Task statement: Would you transcribe the data word for word?

Available data:
—————
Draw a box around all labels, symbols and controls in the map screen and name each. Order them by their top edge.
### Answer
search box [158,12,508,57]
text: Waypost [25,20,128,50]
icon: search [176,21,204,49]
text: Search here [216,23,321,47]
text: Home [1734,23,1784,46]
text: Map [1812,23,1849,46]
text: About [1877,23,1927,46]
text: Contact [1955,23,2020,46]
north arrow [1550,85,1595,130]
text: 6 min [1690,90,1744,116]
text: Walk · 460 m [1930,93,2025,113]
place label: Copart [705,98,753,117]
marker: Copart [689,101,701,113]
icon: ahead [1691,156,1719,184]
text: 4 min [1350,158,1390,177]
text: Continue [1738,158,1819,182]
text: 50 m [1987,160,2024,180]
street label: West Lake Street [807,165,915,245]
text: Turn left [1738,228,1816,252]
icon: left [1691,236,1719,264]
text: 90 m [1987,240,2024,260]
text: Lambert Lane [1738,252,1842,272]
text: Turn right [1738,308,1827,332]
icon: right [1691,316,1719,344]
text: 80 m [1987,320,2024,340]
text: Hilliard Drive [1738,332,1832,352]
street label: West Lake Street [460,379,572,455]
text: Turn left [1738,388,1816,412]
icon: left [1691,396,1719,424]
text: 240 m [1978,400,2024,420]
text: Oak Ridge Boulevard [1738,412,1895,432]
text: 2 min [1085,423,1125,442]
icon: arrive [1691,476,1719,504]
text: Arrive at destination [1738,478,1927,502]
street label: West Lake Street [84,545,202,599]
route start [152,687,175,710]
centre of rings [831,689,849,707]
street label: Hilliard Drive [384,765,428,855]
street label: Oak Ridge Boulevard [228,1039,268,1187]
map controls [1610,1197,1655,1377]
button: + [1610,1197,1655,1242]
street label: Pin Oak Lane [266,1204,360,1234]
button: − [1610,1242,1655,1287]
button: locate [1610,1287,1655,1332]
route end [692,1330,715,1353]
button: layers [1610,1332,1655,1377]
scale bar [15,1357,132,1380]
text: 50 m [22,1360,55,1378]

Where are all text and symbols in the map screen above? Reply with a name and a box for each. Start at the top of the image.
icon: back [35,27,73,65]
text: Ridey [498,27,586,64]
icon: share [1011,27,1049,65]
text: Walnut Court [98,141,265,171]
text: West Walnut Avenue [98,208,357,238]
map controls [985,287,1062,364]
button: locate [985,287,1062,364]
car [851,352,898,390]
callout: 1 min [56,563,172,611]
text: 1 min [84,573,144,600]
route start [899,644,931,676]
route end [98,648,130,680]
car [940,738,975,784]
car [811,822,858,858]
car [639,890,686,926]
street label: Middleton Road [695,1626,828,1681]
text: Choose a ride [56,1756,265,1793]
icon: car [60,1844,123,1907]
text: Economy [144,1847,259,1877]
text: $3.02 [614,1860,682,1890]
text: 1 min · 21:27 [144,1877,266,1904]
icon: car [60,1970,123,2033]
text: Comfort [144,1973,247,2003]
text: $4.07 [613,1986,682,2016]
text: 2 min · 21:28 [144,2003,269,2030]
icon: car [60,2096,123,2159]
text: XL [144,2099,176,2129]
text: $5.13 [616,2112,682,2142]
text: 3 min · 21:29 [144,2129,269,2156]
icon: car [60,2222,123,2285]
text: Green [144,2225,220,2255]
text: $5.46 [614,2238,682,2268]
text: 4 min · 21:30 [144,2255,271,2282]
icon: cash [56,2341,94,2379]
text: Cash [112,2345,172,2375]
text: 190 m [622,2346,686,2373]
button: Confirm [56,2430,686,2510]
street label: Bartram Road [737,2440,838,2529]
—————
Solved problem:
Draw a box around all labels, symbols and controls in the map screen and name each. Order them by their top edge.
### Answer
search box [158,12,508,57]
text: Waypost [25,20,128,50]
icon: search [176,21,204,49]
text: Search here [216,23,321,47]
text: Home [1734,23,1784,46]
text: Map [1812,23,1849,46]
text: About [1877,23,1927,46]
text: Contact [1955,23,2020,46]
north arrow [1550,85,1595,130]
text: 6 min [1690,90,1744,116]
text: Walk · 460 m [1930,93,2025,113]
place label: Copart [705,98,753,117]
marker: Copart [689,101,701,113]
icon: ahead [1691,156,1719,184]
text: 4 min [1350,158,1390,177]
text: Continue [1738,158,1819,182]
text: 50 m [1987,160,2024,180]
street label: West Lake Street [807,165,915,245]
text: Turn left [1738,228,1816,252]
icon: left [1691,236,1719,264]
text: 90 m [1987,240,2024,260]
text: Lambert Lane [1738,252,1842,272]
text: Turn right [1738,308,1827,332]
icon: right [1691,316,1719,344]
text: 80 m [1987,320,2024,340]
text: Hilliard Drive [1738,332,1832,352]
street label: West Lake Street [460,379,572,455]
text: Turn left [1738,388,1816,412]
icon: left [1691,396,1719,424]
text: 240 m [1978,400,2024,420]
text: Oak Ridge Boulevard [1738,412,1895,432]
text: 2 min [1085,423,1125,442]
icon: arrive [1691,476,1719,504]
text: Arrive at destination [1738,478,1927,502]
street label: West Lake Street [84,545,202,599]
route start [152,687,175,710]
centre of rings [831,689,849,707]
street label: Hilliard Drive [384,765,428,855]
street label: Oak Ridge Boulevard [228,1039,268,1187]
map controls [1610,1197,1655,1377]
button: + [1610,1197,1655,1242]
street label: Pin Oak Lane [266,1204,360,1234]
button: − [1610,1242,1655,1287]
button: locate [1610,1287,1655,1332]
route end [692,1330,715,1353]
button: layers [1610,1332,1655,1377]
scale bar [15,1357,132,1380]
text: 50 m [22,1360,55,1378]

Where are all text and symbols in the map screen above? Reply with a name and a box for each. Start at the top of the image.
icon: back [35,27,73,65]
text: Ridey [498,27,586,64]
icon: share [1011,27,1049,65]
text: Walnut Court [98,141,265,171]
text: West Walnut Avenue [98,208,357,238]
map controls [985,287,1062,364]
button: locate [985,287,1062,364]
car [851,352,898,390]
callout: 1 min [56,563,172,611]
text: 1 min [84,573,144,600]
route start [899,644,931,676]
route end [98,648,130,680]
car [940,738,975,784]
car [811,822,858,858]
car [639,890,686,926]
street label: Middleton Road [695,1626,828,1681]
text: Choose a ride [56,1756,265,1793]
icon: car [60,1844,123,1907]
text: Economy [144,1847,259,1877]
text: $3.02 [614,1860,682,1890]
text: 1 min · 21:27 [144,1877,266,1904]
icon: car [60,1970,123,2033]
text: Comfort [144,1973,247,2003]
text: $4.07 [613,1986,682,2016]
text: 2 min · 21:28 [144,2003,269,2030]
icon: car [60,2096,123,2159]
text: XL [144,2099,176,2129]
text: $5.13 [616,2112,682,2142]
text: 3 min · 21:29 [144,2129,269,2156]
icon: car [60,2222,123,2285]
text: Green [144,2225,220,2255]
text: $5.46 [614,2238,682,2268]
text: 4 min · 21:30 [144,2255,271,2282]
icon: cash [56,2341,94,2379]
text: Cash [112,2345,172,2375]
text: 190 m [622,2346,686,2373]
button: Confirm [56,2430,686,2510]
street label: Bartram Road [737,2440,838,2529]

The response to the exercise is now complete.